De plus, cela sera considéré par l’histoire comme une grave erreur de calcul », a écrit Graham.
Le président Trump a annoncé hier après-midi que l’accord de paix avec l’Iran avait été « pour l’essentiel négocié » mais qu’il en était encore « aux étapes finales ».
« En plus de nombreux autres éléments de l’accord, le détroit d’Ormuz sera ouvert », a-t-il déclaré à Truth Social.
Selon Axios, le président des Émirats arabes unis Mohammed ben Zayed était l’un des dirigeants musulmans qui ont déclaré à Trump qu’il soutenait un accord visant à mettre fin à la guerre.
Le président Trump a déclaré cet après-midi que l’accord de paix avec l’Iran avait été « en grande partie négocié » mais qu’il était encore « achevé ».

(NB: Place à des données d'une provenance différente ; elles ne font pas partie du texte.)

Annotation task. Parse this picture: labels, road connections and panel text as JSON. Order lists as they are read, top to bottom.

Un accord pour mettre fin au conflit inclurait l’ouverture du détroit d’Ormuz, selon Trump sur Truth Social.
Le président américain a également noté que l’appel avec le Premier ministre Netanyahu s’était très bien déroulé.
Cependant, le président Trump n’a pas fourni de détails sur sa conversation avec le Premier ministre israélien.

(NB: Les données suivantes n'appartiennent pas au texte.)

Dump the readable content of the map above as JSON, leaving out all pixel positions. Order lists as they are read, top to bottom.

Selon l’Associated Press, l’Iran acceptera de renoncer à son stock d’uranium hautement enrichi, mais les circonstances exactes seront discutées pendant 60 jours.

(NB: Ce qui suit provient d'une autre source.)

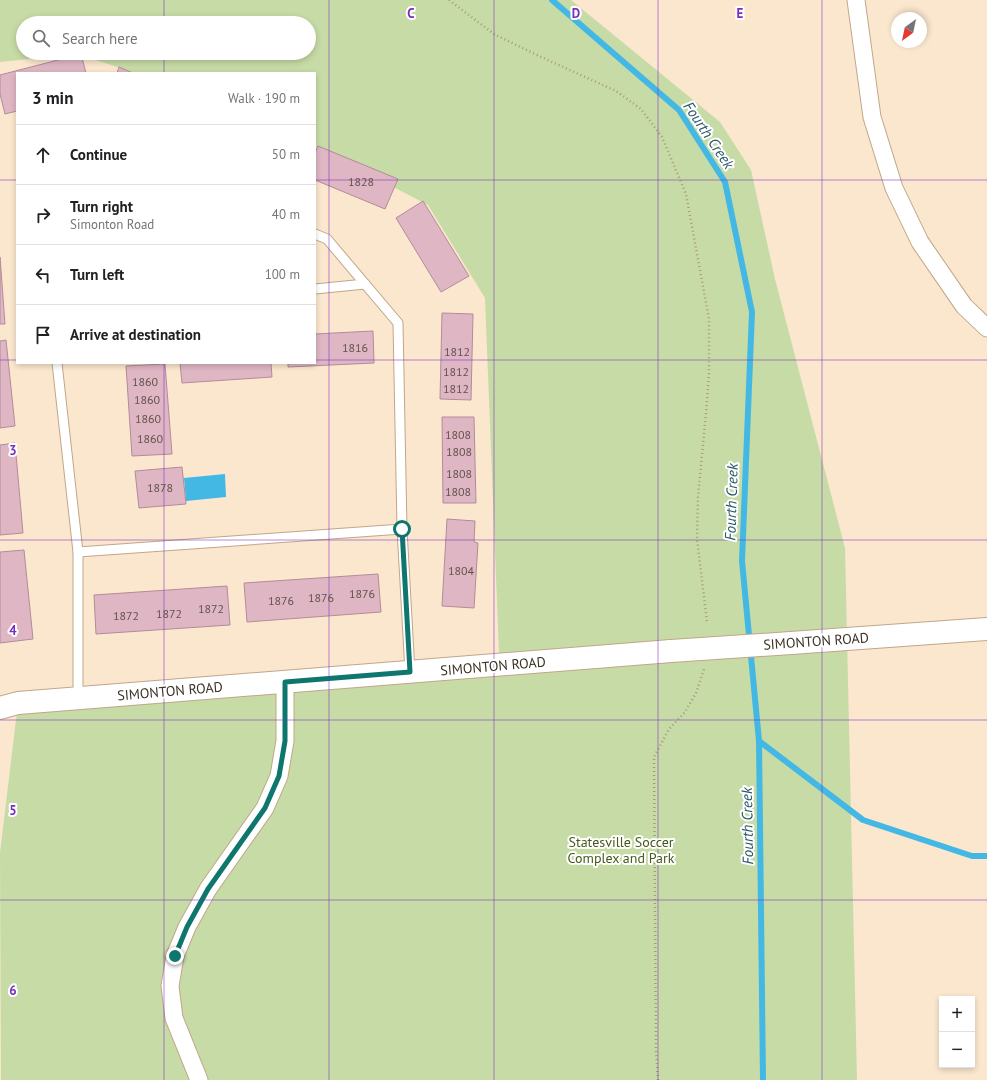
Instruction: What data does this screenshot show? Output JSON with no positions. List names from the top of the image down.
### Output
{
  "streets": {
    "street": ["SIMONTON ROAD"]
  },
  "water": ["Fourth Creek"],
  "parks": ["Statesville Soccer Complex and Park"],
  "house_numbers": [
    "1828",
    "1816",
    "1812",
    "1812",
    "1860",
    "1812",
    "1860",
    "1860",
    "1808",
    "1860",
    "1808",
    "1808",
    "1878",
    "1808",
    "1804",
    "1876",
    "1876",
    "1876",
    "1872",
    "1872",
    "1872"
  ],
  "north": "bottom left",
  "page": {
    "search": "Search here",
    "heading": ["3 min", "Walk · 190 m"],
    "list": [
      ["Continue", "50 m"],
      ["Turn right", "Simonton Road", "40 m"],
      ["Turn left", "100 m"],
      "Arrive at destination"
    ],
    "map_buttons": ["+", "−"]
  },
  "grid": {
    "columns": ["C", "D", "E"],
    "rows": [
      "3",
      "4",
      "5",
      "6"
    ]
  }
}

L’accord signifie également que le détroit sera progressivement rouvert et que les États-Unis mettront fin à leur blocus, ont ajouté les médias.
L’Iran serait autorisé à vendre du pétrole grâce à une dérogation aux sanctions.
Dimanche, le secrétaire d’État Marco Rubio a qualifié de “progrès significatifs, mais pas définitifs” dans les négociations.
Rubio a également déclaré que la « première étape » de l’accord serait la réouverture complète du détroit.
« La deuxième est que l’Iran doit entamer des négociations sérieuses sur trois sujets. C’est-à-dire un engagement à ne pas posséder d’armes nucléaires, des limites à long terme aux capacités d’enrichissement, et qu’en est-il de l’uranium hautement enrichi ? Il a déclaré à India Today.
Le porte-parole du ministère iranien des Affaires étrangères, Esmail Bagei, a déclaré à l’agence de presse officielle qu’il existait de « étroites différences » entre l’Iran et les États-Unis.
Mais le Premier ministre Barhayi a déclaré que l’Iran avait adopté une position prudente après avoir été attaqué à deux reprises l’année dernière lors de négociations nucléaires.
Le Daily Mail a contacté la Maison Blanche pour obtenir ses commentaires.